━━ Task input

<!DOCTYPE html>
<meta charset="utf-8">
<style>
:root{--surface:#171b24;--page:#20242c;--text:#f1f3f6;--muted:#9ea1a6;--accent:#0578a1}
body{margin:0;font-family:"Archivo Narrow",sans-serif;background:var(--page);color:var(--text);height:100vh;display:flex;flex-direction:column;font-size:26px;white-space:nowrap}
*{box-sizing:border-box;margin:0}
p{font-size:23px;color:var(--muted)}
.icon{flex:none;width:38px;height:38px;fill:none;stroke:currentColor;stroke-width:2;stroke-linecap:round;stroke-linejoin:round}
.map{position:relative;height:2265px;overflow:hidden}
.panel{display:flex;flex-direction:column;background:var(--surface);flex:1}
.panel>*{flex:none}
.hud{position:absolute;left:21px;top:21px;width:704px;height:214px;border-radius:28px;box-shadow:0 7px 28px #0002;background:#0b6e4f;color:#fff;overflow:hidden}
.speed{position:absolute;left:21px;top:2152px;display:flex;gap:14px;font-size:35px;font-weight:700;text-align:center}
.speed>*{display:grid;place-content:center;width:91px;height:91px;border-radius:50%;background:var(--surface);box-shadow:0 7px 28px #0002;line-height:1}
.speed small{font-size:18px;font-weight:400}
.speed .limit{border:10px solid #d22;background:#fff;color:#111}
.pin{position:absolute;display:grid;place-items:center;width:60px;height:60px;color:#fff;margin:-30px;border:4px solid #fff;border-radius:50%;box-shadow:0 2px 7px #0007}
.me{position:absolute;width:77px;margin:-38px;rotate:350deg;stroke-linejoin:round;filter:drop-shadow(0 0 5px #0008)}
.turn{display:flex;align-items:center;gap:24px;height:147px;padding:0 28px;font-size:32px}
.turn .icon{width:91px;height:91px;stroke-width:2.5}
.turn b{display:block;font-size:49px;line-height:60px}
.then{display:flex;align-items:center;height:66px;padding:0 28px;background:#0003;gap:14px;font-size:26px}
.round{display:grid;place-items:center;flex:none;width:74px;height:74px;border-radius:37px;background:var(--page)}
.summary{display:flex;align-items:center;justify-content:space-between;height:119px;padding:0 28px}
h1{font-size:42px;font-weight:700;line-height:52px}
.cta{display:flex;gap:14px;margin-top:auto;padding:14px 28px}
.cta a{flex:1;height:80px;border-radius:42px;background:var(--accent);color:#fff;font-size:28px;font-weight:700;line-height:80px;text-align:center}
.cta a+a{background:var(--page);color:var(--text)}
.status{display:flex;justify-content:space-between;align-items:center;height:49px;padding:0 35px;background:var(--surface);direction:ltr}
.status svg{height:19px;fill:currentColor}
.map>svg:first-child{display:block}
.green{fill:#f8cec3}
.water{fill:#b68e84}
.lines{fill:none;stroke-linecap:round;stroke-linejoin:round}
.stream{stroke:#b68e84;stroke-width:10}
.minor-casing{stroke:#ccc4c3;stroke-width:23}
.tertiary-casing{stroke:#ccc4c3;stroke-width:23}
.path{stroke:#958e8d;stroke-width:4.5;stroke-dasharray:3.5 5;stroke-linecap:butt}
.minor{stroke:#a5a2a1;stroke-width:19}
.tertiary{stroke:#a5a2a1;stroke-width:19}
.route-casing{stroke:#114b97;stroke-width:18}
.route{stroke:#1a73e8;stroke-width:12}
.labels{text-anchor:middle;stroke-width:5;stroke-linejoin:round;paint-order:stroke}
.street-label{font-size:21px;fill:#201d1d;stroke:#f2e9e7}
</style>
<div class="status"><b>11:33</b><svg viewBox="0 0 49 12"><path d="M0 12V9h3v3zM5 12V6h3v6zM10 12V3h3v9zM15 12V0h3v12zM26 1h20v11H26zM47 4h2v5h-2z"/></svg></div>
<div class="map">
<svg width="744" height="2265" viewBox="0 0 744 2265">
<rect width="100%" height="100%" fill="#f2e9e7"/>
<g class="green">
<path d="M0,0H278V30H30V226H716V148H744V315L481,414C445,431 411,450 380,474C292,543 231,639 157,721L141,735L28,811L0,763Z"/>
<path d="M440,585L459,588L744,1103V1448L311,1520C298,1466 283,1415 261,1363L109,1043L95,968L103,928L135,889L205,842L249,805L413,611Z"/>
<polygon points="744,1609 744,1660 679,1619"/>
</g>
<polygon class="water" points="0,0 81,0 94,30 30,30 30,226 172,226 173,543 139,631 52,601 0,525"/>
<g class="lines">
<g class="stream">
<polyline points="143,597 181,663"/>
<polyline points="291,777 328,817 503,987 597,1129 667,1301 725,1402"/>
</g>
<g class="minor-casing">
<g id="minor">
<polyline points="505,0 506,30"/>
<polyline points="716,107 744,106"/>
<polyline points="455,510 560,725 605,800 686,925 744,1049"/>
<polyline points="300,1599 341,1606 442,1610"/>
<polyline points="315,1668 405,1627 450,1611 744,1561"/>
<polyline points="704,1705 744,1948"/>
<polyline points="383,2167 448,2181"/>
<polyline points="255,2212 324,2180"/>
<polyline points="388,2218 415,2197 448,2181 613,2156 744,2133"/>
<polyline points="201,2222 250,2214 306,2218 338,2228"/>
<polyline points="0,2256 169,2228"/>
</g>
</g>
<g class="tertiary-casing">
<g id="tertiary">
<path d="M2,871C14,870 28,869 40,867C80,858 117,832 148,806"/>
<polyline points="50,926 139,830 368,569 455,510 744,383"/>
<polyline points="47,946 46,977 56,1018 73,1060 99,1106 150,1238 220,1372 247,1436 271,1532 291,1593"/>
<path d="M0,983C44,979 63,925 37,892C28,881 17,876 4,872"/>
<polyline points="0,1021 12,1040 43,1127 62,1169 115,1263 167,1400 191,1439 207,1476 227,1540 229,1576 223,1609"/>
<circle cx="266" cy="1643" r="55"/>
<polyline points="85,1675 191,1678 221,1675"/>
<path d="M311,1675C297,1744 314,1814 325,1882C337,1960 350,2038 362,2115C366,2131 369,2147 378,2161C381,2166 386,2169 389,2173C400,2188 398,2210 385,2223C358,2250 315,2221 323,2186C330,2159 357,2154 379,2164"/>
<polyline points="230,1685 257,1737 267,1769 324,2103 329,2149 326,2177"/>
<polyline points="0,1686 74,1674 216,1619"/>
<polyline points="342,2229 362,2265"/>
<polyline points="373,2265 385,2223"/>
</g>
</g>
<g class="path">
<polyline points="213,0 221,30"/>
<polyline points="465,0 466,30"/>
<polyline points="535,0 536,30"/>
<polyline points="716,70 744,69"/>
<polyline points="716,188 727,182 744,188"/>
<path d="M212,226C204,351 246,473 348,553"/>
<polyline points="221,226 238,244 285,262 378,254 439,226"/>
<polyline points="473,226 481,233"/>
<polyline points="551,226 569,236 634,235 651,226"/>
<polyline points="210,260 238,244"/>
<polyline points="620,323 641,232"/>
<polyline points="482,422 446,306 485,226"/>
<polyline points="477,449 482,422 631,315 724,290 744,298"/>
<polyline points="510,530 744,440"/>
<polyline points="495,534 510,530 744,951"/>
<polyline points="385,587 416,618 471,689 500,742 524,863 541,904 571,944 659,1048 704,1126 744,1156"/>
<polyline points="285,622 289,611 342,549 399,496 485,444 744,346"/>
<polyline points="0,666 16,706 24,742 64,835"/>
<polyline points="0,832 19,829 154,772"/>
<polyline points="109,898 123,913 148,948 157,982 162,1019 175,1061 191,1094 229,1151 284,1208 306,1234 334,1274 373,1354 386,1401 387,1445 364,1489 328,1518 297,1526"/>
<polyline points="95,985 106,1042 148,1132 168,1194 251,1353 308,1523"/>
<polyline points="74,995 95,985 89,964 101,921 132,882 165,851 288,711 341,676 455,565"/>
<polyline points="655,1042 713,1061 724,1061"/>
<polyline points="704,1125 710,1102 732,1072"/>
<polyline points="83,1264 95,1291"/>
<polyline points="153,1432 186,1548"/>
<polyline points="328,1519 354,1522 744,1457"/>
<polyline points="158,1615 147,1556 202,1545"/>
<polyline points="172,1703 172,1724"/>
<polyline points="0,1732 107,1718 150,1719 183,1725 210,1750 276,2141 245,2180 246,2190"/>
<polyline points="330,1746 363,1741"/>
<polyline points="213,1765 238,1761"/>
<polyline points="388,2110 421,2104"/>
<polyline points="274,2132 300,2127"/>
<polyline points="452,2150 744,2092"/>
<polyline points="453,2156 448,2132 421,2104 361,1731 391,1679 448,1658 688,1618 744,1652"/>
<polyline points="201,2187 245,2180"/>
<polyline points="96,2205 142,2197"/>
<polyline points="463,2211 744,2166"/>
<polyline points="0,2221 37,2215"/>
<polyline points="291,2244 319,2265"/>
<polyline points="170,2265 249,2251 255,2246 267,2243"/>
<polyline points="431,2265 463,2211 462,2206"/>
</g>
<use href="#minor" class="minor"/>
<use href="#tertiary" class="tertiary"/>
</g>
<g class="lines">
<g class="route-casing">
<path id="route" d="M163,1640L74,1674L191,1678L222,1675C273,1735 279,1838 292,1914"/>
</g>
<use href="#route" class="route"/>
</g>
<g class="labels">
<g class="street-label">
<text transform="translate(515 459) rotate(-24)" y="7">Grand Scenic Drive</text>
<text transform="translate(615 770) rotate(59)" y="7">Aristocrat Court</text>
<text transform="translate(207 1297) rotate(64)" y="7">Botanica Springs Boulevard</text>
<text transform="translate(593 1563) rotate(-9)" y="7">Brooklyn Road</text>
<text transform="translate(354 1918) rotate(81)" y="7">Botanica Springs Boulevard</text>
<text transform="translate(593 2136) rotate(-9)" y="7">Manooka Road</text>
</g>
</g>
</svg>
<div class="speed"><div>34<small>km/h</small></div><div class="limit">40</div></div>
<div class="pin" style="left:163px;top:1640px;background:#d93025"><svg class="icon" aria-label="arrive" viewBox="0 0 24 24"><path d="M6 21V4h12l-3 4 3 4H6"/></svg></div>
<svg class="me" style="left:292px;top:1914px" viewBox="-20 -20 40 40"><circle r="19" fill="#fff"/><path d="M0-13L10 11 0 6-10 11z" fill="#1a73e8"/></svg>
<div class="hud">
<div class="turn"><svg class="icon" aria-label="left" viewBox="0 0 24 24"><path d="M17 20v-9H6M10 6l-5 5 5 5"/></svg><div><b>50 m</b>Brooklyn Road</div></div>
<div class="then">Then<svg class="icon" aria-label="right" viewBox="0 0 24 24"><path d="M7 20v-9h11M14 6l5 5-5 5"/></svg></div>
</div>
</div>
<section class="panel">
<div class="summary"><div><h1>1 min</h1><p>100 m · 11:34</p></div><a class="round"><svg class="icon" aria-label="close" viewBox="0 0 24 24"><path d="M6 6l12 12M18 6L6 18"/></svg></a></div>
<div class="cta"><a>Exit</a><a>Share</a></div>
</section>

━━━━

Show all lines above holding the word "tertiary".

.tertiary-casing{stroke:#ccc4c3;stroke-width:23}
.tertiary{stroke:#a5a2a1;stroke-width:19}
<g class="tertiary-casing">
<g id="tertiary">
<use href="#tertiary" class="tertiary"/>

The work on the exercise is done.